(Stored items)
╭──
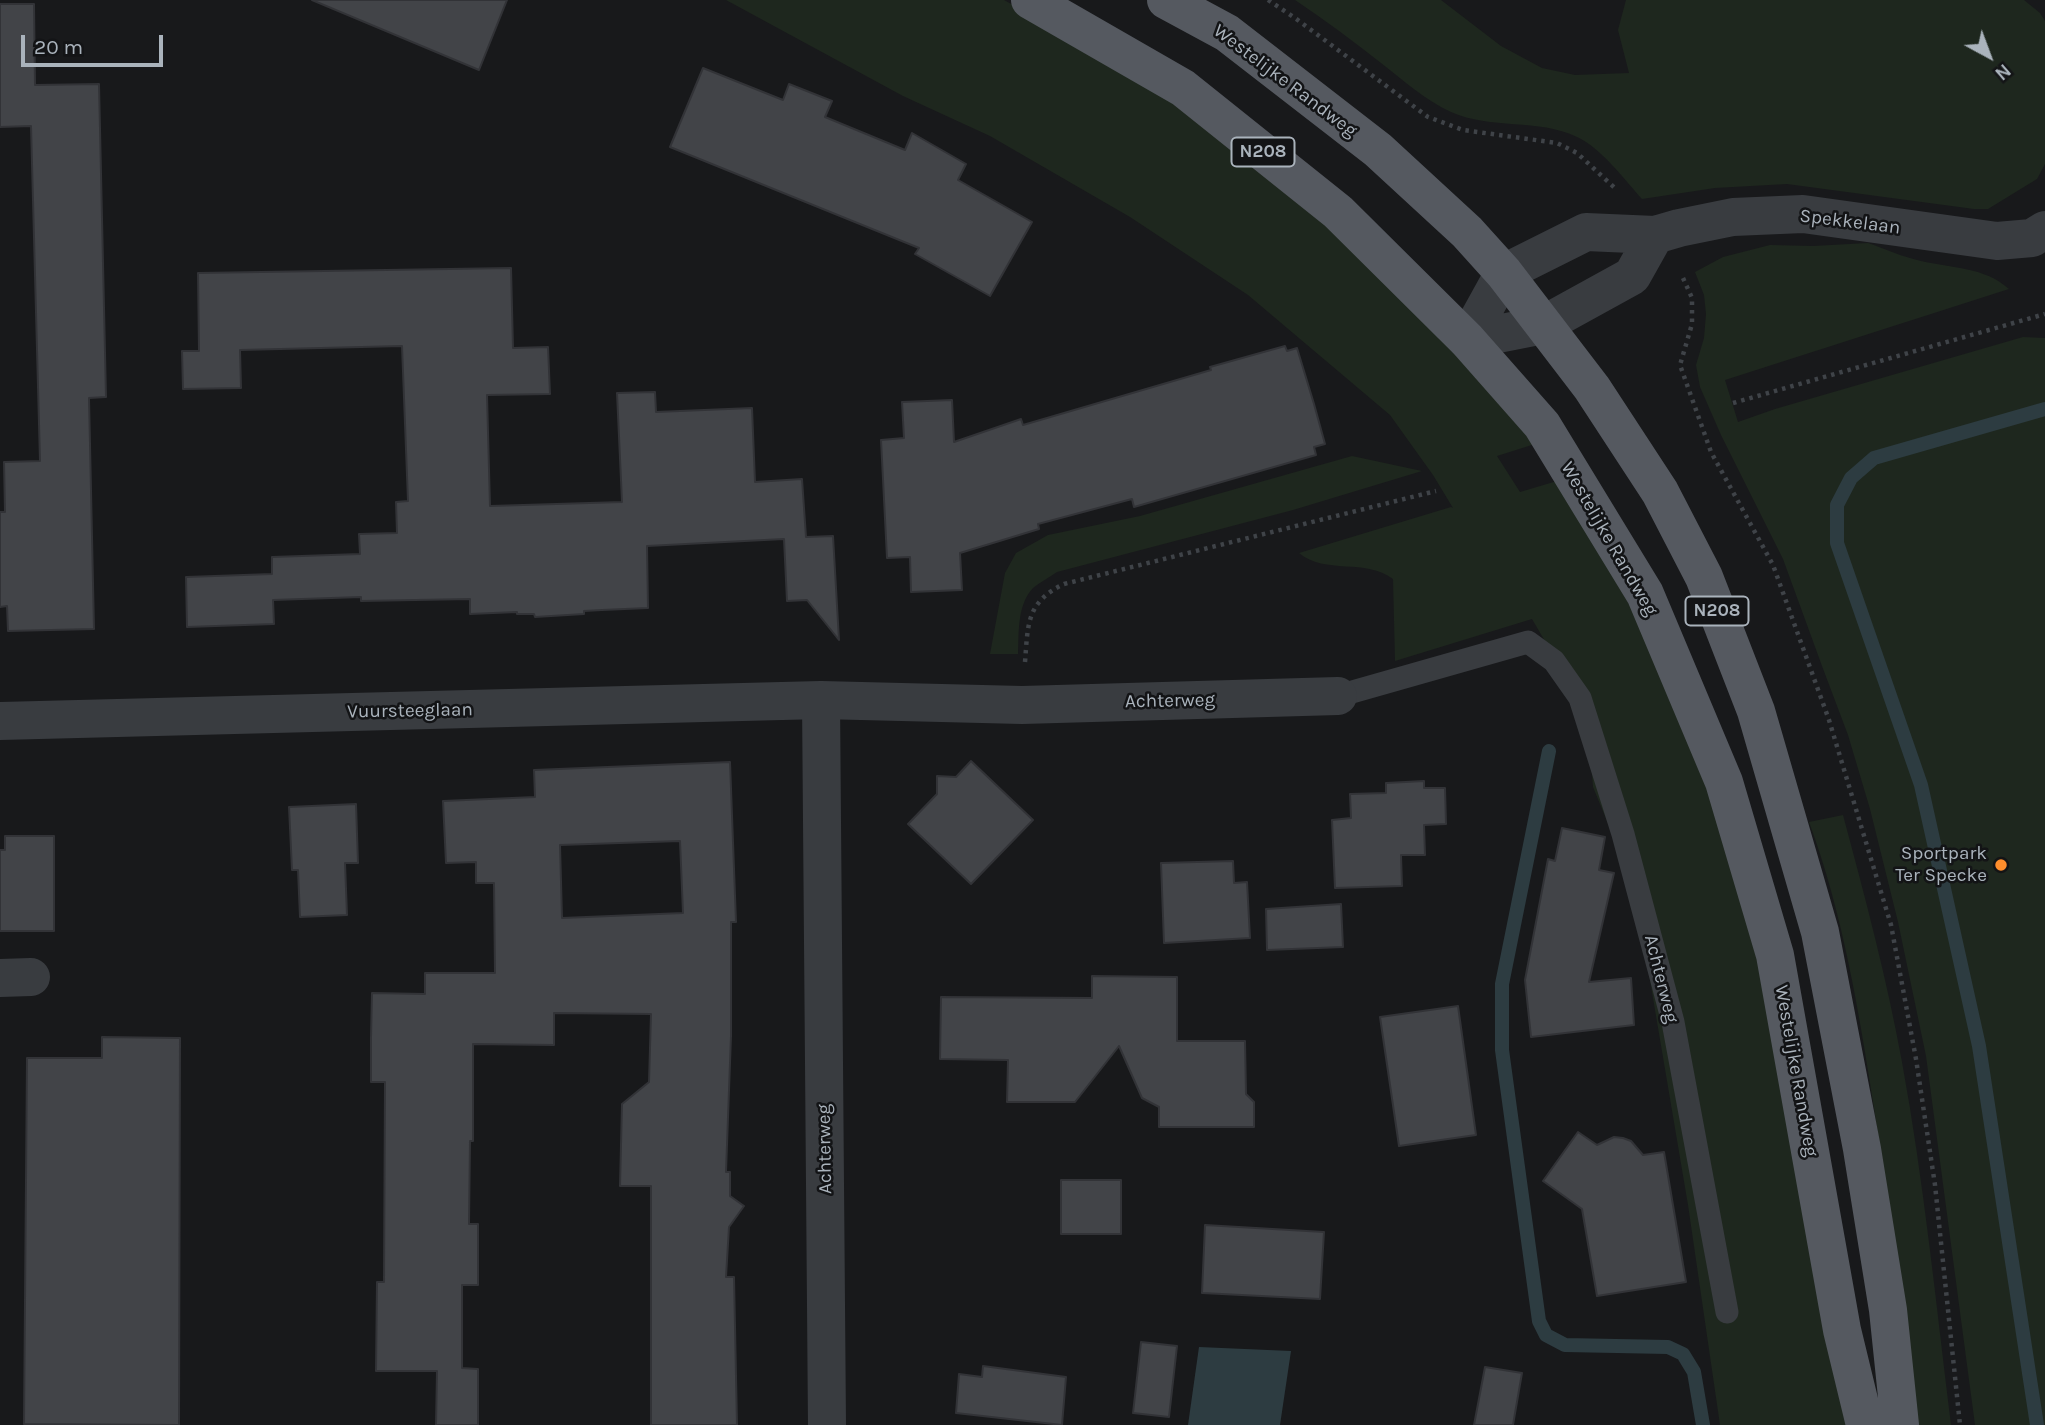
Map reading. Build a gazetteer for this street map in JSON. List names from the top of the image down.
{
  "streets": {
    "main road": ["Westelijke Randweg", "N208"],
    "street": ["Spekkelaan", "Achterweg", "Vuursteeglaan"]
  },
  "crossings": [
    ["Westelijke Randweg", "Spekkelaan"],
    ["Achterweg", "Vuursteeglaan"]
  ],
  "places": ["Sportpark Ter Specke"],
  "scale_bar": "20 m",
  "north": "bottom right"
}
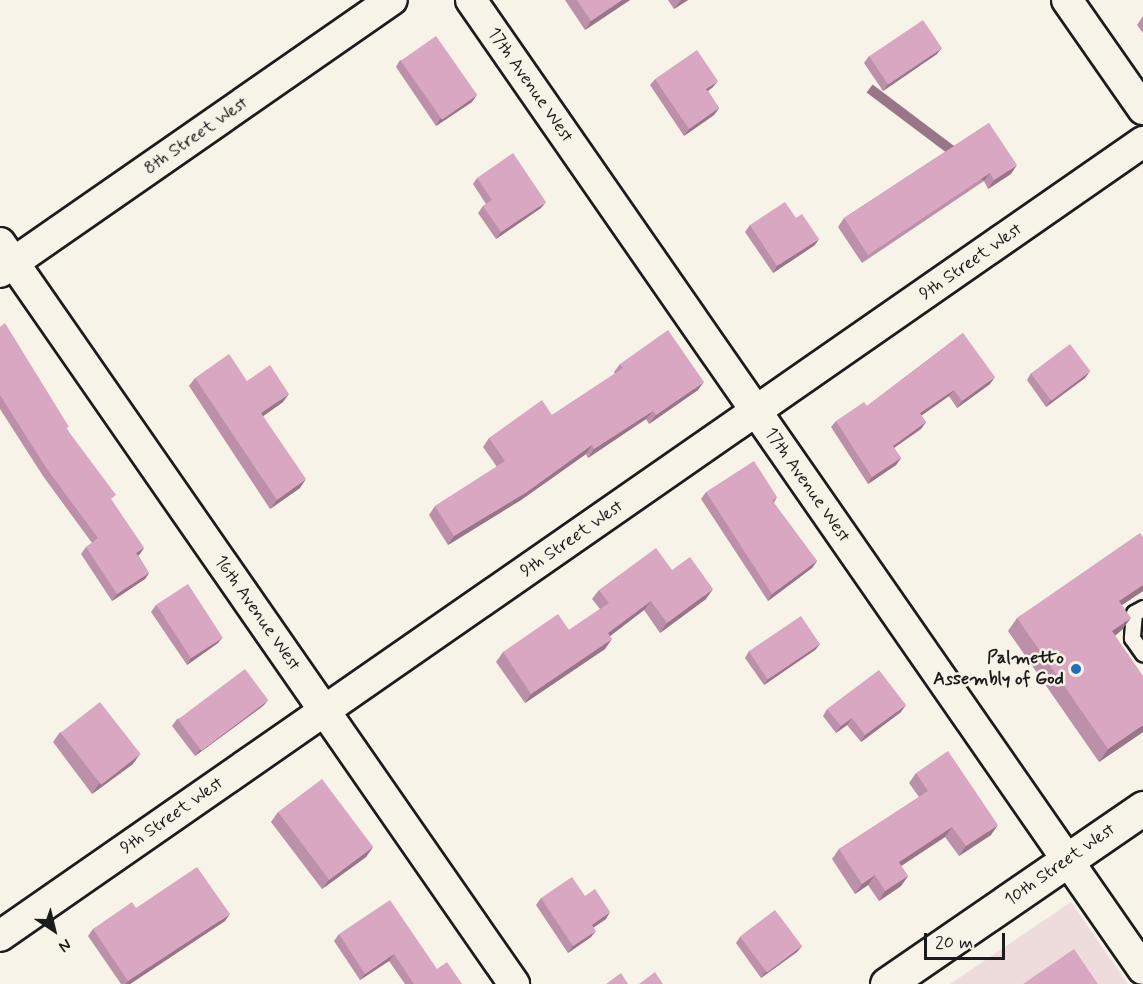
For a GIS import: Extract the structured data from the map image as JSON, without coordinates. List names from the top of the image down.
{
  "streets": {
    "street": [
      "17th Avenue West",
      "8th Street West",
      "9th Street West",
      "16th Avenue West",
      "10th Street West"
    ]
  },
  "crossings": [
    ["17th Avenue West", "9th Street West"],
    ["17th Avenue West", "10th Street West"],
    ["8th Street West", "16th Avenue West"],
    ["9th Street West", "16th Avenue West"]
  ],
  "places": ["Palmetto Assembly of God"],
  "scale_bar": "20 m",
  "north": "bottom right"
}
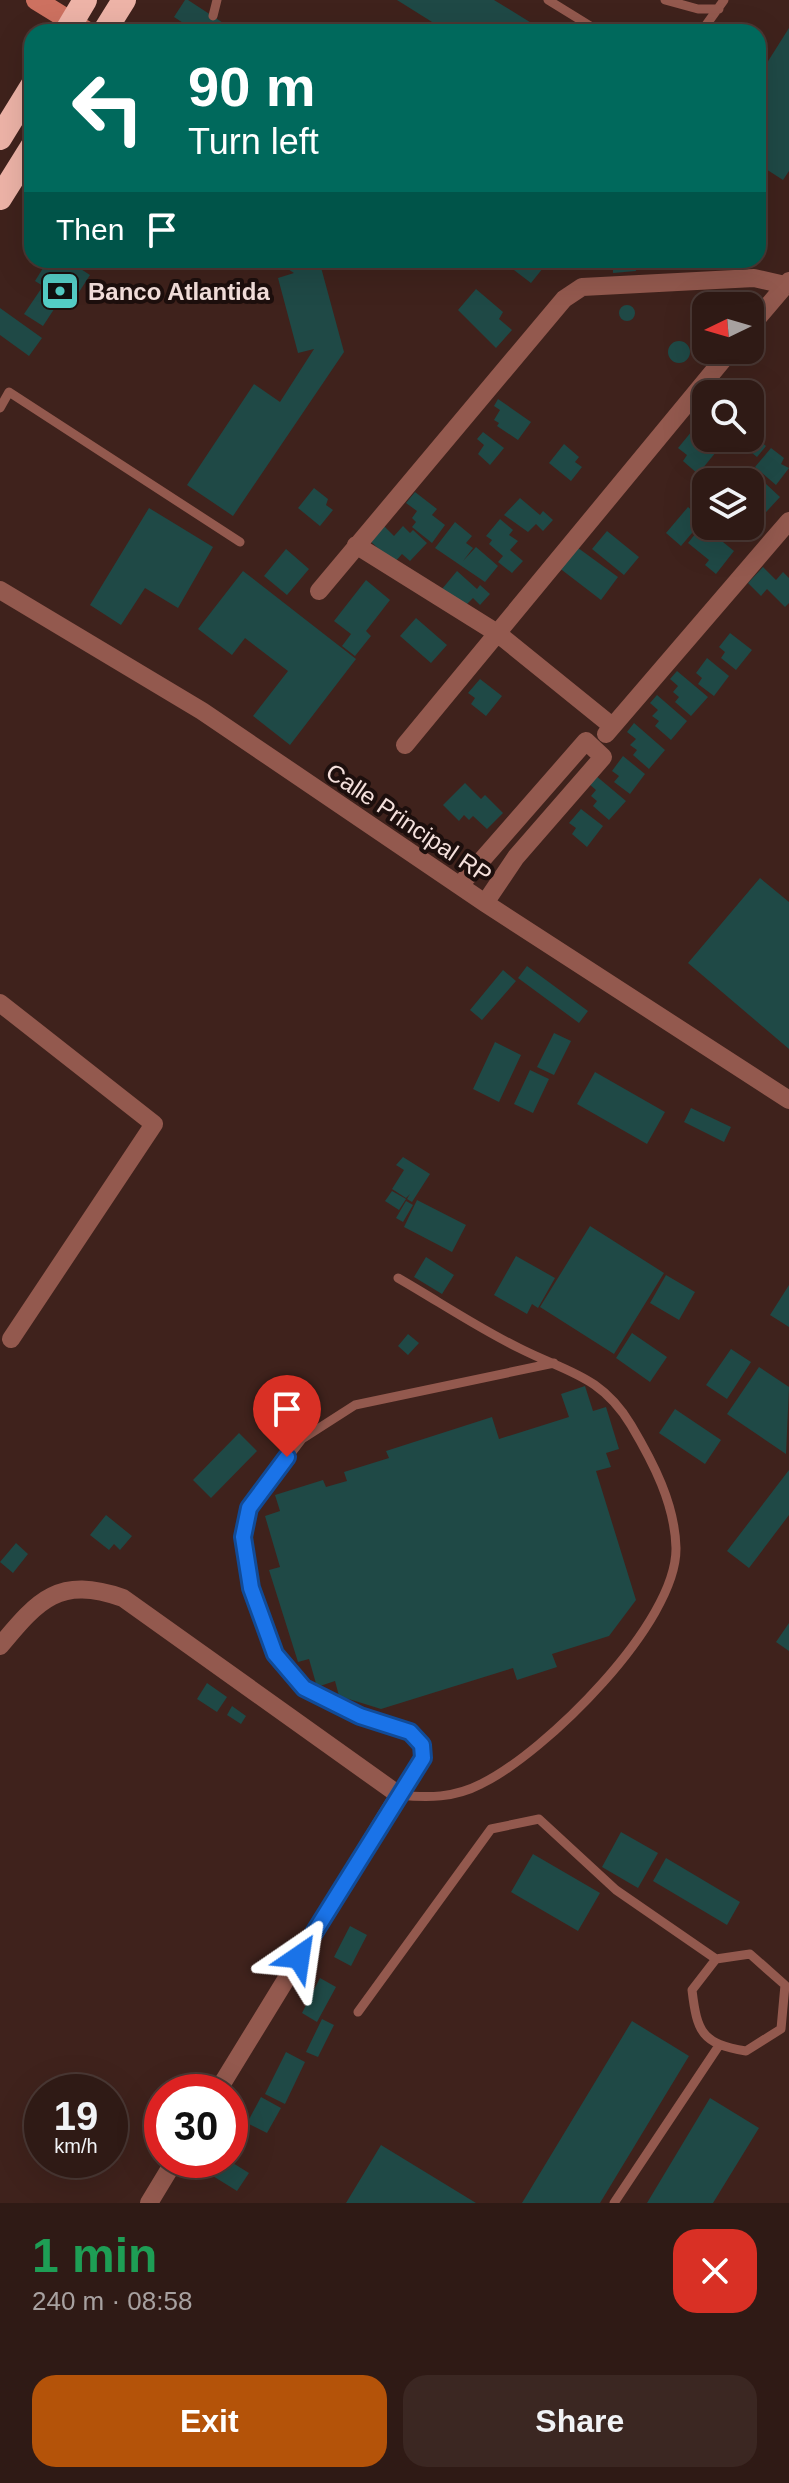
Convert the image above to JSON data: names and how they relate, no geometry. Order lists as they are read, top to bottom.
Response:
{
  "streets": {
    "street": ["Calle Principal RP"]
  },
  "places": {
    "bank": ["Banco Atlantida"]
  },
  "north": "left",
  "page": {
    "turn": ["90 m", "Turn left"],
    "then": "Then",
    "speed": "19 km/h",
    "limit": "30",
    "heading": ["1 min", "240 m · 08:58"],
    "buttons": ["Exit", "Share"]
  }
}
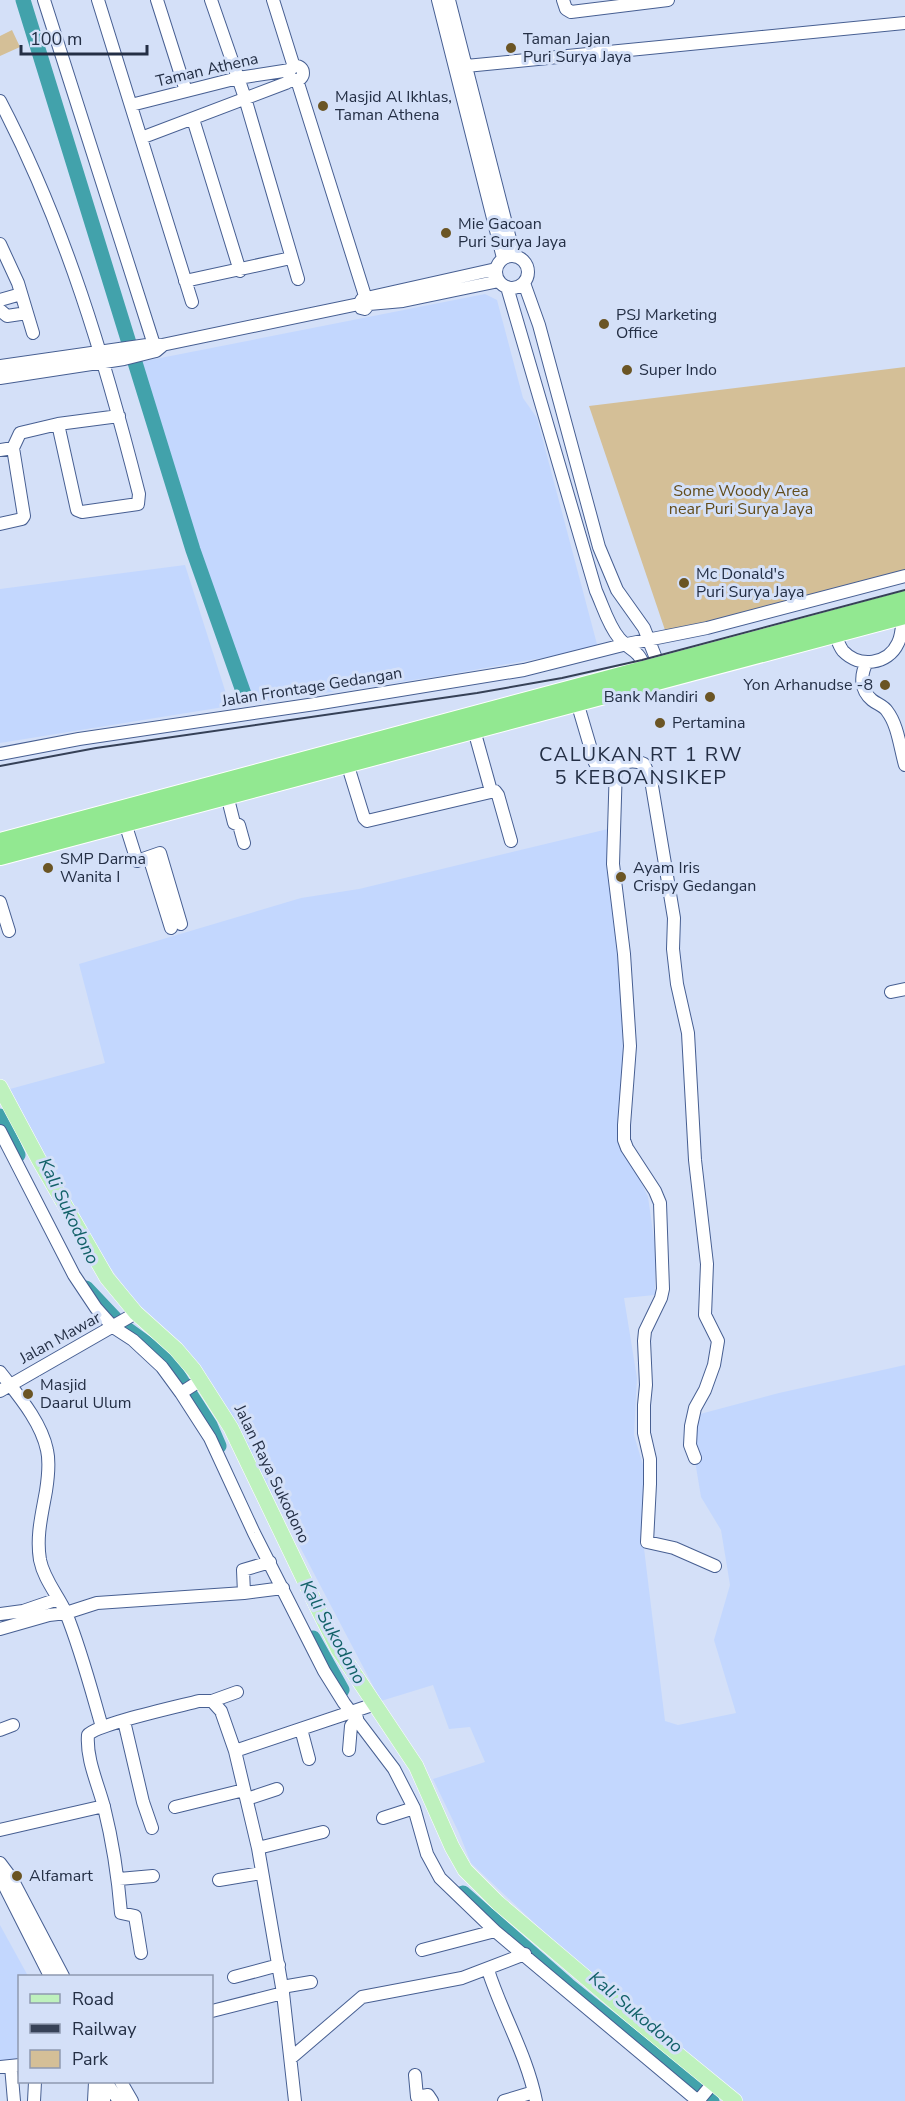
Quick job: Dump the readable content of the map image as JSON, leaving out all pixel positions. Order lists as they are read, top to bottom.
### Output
╰──
* _What is needed_:
In the copy, leave out the pictures and restate the records exactly.

* _Answer for the task_:
Map reading. Build a gazetteer for this street map in JSON. List names from the top of the image down.
{
  "streets": {
    "main road": ["Westelijke Randweg", "N208"],
    "street": ["Spekkelaan", "Achterweg", "Vuursteeglaan"]
  },
  "crossings": [
    ["Westelijke Randweg", "Spekkelaan"],
    ["Achterweg", "Vuursteeglaan"]
  ],
  "places": ["Sportpark Ter Specke"],
  "scale_bar": "20 m",
  "north": "bottom right"
}
For a GIS import: Extract the structured data from the map image as JSON, without coordinates. List names from the top of the image down.
{
  "streets": {
    "street": [
      "17th Avenue West",
      "8th Street West",
      "9th Street West",
      "16th Avenue West",
      "10th Street West"
    ]
  },
  "crossings": [
    ["17th Avenue West", "9th Street West"],
    ["17th Avenue West", "10th Street West"],
    ["8th Street West", "16th Avenue West"],
    ["9th Street West", "16th Avenue West"]
  ],
  "places": ["Palmetto Assembly of God"],
  "scale_bar": "20 m",
  "north": "bottom right"
}
Convert the image above to JSON data: names and how they relate, no geometry. Order lists as they are read, top to bottom.
Response:
{
  "streets": {
    "street": ["Calle Principal RP"]
  },
  "places": {
    "bank": ["Banco Atlantida"]
  },
  "north": "left",
  "page": {
    "turn": ["90 m", "Turn left"],
    "then": "Then",
    "speed": "19 km/h",
    "limit": "30",
    "heading": ["1 min", "240 m · 08:58"],
    "buttons": ["Exit", "Share"]
  }
}
Quick job: Dump the readable content of the map image as JSON, leaving out all pixel positions. Order lists as they are read, top to bottom.
### Output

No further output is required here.